Performance

Resources

Video Script

[slide 2]

We have been introduced to four sorting algorithms in this module. We have also looked at a basic time complexity analysis for each of these algorithms. Next, we will compare these sorting algorithms against each other based on their performance, ultimately trying to understand when to use each algorithm.

Once we have a handle on sorting, we will look at when it makes sense to use sorting and searching together instead of just doing a simple linear search.

So, here are the complexity equations for our sorting algorithms. They all look impressively mathematical, but what does they really mean?

[slide 3]

First, we plot a graph comparing the time complexity of our sorting algorithms. The graph shows the number of items to sort on the X axis, while the relative runtimes of the various algorithms are shown on the Y axis.

As we can see, the Selection Sort and Bubble sort algorithms run significantly slower than the other two sort algorithms leaving us to wonder why we would ever want to use them.

So that brings us to Merge Sort and the average case for Quicksort, which both run in N * lg(N) time. As shown in the chart, as the size of N grows, the time complexity advantage of these algorithms becomes clear.

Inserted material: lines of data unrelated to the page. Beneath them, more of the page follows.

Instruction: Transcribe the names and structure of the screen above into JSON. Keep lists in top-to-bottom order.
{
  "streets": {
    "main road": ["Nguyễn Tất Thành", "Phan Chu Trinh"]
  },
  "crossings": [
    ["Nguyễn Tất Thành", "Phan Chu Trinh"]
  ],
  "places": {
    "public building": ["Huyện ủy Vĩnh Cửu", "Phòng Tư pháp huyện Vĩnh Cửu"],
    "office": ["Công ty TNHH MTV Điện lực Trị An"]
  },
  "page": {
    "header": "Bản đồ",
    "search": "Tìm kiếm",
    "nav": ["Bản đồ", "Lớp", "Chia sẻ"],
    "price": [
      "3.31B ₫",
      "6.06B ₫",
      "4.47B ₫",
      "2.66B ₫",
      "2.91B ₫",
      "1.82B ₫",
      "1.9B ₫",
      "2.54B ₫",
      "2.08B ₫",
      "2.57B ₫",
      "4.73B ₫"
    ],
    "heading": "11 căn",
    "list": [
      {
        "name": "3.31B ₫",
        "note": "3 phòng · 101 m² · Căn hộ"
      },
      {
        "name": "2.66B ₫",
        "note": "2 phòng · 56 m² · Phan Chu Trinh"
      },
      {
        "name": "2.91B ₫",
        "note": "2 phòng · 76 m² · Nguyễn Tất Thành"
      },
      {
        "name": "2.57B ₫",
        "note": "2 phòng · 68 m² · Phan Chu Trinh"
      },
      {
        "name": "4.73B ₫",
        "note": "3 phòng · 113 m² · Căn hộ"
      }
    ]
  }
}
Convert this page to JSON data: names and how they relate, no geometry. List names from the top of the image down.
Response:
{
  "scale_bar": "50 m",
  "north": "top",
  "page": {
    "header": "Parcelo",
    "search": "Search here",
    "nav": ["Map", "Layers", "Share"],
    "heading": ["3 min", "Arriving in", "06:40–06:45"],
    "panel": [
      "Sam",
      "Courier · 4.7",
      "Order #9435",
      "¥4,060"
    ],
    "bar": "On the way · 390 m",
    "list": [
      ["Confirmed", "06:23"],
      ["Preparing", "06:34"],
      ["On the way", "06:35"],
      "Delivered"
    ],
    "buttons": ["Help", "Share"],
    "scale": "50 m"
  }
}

Based on this chart, we might conclude that we should always use merge sort! It is guaranteed to run in N * lg (N) time, with no troublesome worst-case scenarios to consider, right? Unfortunately, as with many things in the real world, it isn’t that simple.

[slide 4]

Which algorithm we choose most often comes down to what we know about our data. The way we get the data greatly impacts the performance of sorting algorithms.

[slide 5]

For example, what if we expect to get data that is nearly sorted? What if most of the items are already sorted and less than 10% or less are only slightly out of order? Believe it or not, in this case, it might actually make sense to use a simple bubble sort that was optimized to stop sorting when it made a pass through the container without making a swap. Since only a few elements are slightly out of order, it should only take a few passes to get them back in the correct places. Even though bubble sort runs in N squared time, it may run much faster in this situation.

[slide 6]

What if our data is random and uniformly distributed? In this case, we may want to choose Quicksort. Even though quicksort is very slow in the worst case, experience has shown that it will outperform other sorting algorithms in that situation.

[slide 7]

However, if we really know nothing about our data set, it is probably best to choose merge sort, which is guaranteed to work in N * lg(N) time in the worst case.

[slide 8]

So, now take a look at our searching algorithms. As you recall, our basic linear search algorithms run in order N time while binary search runs in order lg(N) time. As the graph makes clear, binary search will run much faster than linear search, especially as the number of items in our data set increases.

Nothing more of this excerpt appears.